Les moulins sont des endroits où l'on produit de l'énergie et où l'on fabrique. Ils sont à l'origine de révolutions industrielles, car c'est là que tous les mécanismes liés à l'usage de la roue, pour la scierie ou la meunerie, ont été inventés ; mais ils ont aussi ce rôle fondamental de régulation des eaux pour se prémunir contre les crues, préserver la ressource et pêcher - puisque nos ancêtres vivaient abondamment de la pêche en étang et en rivière, les rivières étant moissonnées chaque année dans les chaussées des moulins.

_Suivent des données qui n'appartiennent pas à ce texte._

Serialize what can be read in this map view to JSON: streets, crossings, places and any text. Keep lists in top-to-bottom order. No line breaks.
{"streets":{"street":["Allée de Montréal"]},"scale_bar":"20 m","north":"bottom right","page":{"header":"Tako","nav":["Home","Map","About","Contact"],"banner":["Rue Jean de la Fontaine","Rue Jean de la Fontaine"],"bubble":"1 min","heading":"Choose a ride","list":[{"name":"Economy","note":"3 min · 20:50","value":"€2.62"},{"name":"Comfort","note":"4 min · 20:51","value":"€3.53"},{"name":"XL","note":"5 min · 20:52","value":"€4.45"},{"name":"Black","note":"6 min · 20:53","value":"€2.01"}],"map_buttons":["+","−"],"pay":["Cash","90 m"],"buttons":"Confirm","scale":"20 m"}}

La France a la chance d'avoir des archives très complètes à ce sujet, et il ne fait aucun doute que les milieux aquatiques d'hier, dans des rivières où il y avait 100 000 moulins à eau, étaient cinq à dix fois plus riches qu'aujourd'hui en poissons.
Autre point important : nous voyons apparaître une écologie qui est centrée non plus sur l'environnement, mais sur une opposition entre la nature et l'homme, la nature étant assimilée à la nature sauvage. C'est dans ce cadre que les ouvrages dit « anthropiques », c'est-à-dire construits par l'homme, sont perçus comme des perturbateurs d'un état originel de nos rivières, où l'on suppose qu'ils n'étaient pas présents voilà 2 000 ou 3 000 ans.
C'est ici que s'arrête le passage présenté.